» Material for the task:

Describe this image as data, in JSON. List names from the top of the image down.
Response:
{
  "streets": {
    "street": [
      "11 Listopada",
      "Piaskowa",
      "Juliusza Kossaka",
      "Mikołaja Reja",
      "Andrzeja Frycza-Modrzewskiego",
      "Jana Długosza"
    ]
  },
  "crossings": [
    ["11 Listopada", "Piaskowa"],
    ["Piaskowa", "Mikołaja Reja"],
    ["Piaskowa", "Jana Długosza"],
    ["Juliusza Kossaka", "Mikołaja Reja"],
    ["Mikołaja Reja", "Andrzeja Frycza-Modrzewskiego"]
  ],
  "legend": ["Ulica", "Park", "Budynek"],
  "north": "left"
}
==
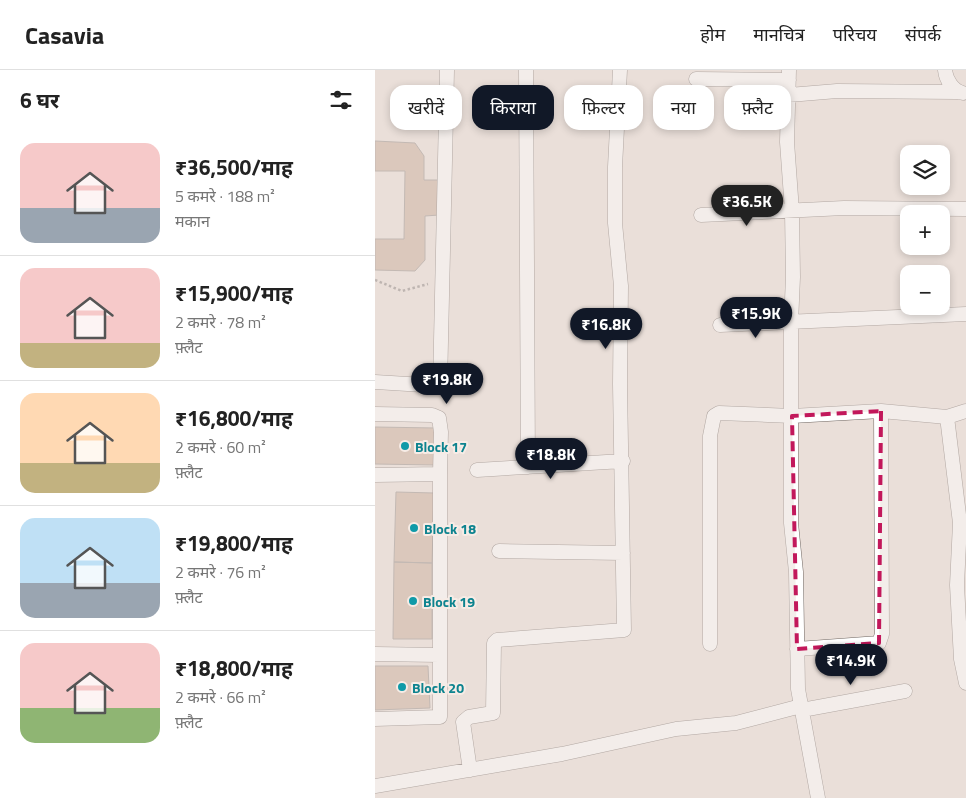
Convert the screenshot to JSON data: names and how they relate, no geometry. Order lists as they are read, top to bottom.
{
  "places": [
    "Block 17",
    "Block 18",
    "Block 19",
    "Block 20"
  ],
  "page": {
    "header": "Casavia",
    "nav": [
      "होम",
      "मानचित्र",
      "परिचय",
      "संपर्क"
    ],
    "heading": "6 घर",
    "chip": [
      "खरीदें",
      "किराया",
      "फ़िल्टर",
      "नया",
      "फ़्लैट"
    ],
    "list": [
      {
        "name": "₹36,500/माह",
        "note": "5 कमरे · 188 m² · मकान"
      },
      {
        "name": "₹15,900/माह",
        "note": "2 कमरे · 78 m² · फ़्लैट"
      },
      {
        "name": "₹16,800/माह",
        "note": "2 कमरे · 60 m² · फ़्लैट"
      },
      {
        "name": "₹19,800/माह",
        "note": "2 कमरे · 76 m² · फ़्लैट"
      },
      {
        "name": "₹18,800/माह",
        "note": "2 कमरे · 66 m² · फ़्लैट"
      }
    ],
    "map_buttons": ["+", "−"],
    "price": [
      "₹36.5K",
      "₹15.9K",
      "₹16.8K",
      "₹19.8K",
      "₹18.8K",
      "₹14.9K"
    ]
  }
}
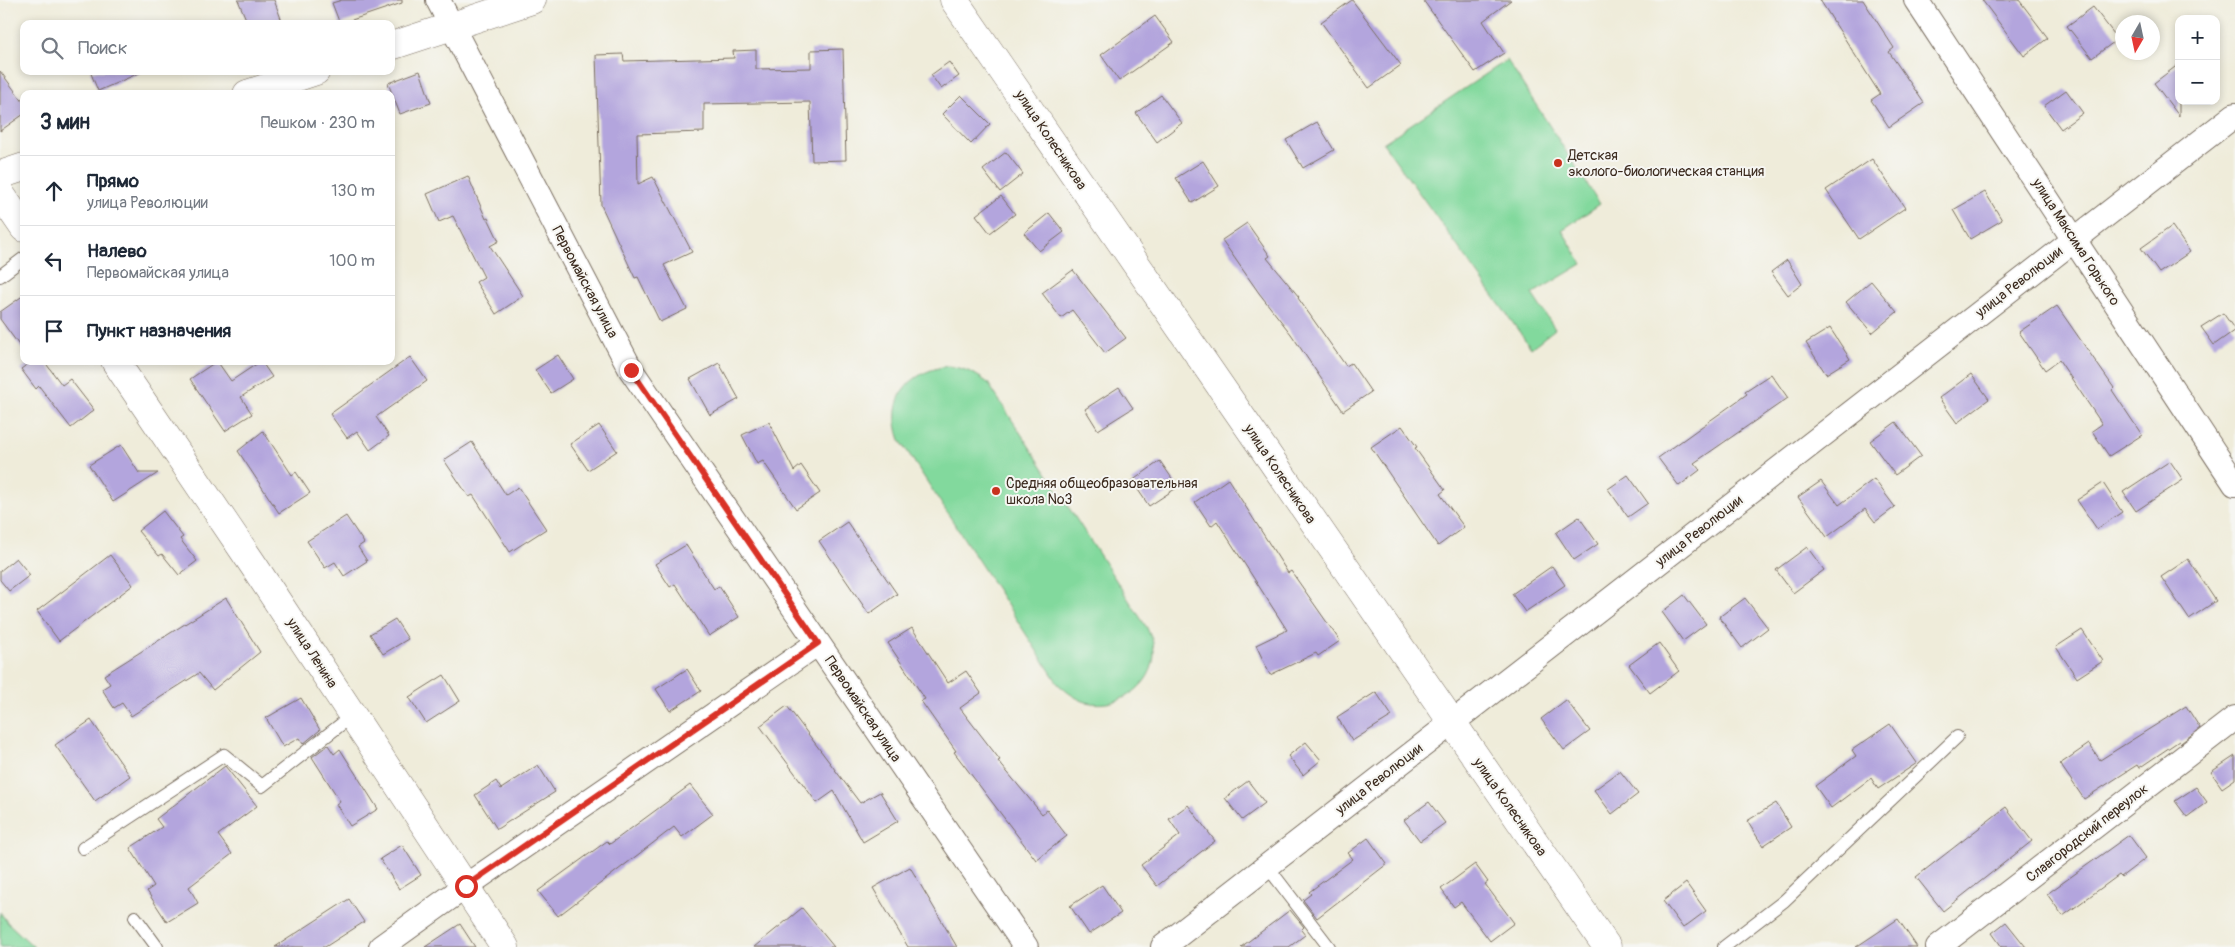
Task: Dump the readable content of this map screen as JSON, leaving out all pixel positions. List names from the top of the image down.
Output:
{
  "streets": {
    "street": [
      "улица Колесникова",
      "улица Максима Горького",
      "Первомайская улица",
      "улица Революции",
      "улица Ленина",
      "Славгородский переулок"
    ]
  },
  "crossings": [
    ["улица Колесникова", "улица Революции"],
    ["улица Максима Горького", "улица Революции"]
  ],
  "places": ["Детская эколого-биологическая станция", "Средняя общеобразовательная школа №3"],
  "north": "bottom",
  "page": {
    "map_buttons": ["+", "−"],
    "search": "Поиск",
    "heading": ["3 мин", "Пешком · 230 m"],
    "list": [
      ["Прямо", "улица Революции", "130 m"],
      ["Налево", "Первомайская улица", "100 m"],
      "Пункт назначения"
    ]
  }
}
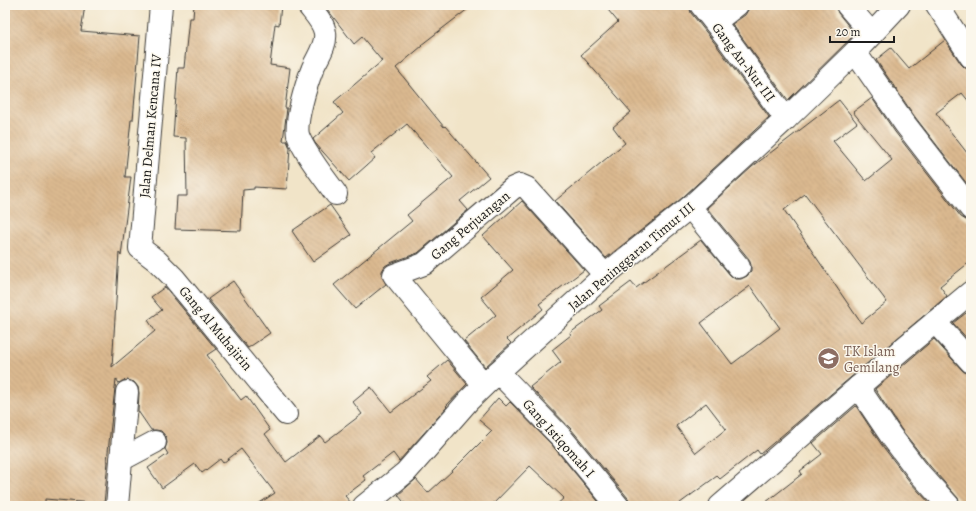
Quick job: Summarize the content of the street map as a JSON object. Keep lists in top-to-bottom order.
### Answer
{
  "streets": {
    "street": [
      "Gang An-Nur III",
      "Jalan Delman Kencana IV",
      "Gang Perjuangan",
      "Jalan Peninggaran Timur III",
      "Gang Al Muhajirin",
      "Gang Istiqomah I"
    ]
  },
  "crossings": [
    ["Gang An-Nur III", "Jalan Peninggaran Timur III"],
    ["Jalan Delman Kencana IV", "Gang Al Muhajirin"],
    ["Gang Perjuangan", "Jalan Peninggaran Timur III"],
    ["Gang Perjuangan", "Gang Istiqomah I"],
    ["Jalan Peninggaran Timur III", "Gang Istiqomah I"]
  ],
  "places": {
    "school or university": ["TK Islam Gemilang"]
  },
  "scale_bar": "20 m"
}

» Task: Your reply is to be an exact repeat of the listing above from the line holding "Convert the screenshot" down to the line holding "Task: Dump the", ends included, pictures excluded.

» Solution below:
Convert the screenshot to JSON data: names and how they relate, no geometry. Order lists as they are read, top to bottom.
{
  "places": [
    "Block 17",
    "Block 18",
    "Block 19",
    "Block 20"
  ],
  "page": {
    "header": "Casavia",
    "nav": [
      "होम",
      "मानचित्र",
      "परिचय",
      "संपर्क"
    ],
    "heading": "6 घर",
    "chip": [
      "खरीदें",
      "किराया",
      "फ़िल्टर",
      "नया",
      "फ़्लैट"
    ],
    "list": [
      {
        "name": "₹36,500/माह",
        "note": "5 कमरे · 188 m² · मकान"
      },
      {
        "name": "₹15,900/माह",
        "note": "2 कमरे · 78 m² · फ़्लैट"
      },
      {
        "name": "₹16,800/माह",
        "note": "2 कमरे · 60 m² · फ़्लैट"
      },
      {
        "name": "₹19,800/माह",
        "note": "2 कमरे · 76 m² · फ़्लैट"
      },
      {
        "name": "₹18,800/माह",
        "note": "2 कमरे · 66 m² · फ़्लैट"
      }
    ],
    "map_buttons": ["+", "−"],
    "price": [
      "₹36.5K",
      "₹15.9K",
      "₹16.8K",
      "₹19.8K",
      "₹18.8K",
      "₹14.9K"
    ]
  }
}
Task: Dump the readable content of this map screen as JSON, leaving out all pixel positions. List names from the top of the image down.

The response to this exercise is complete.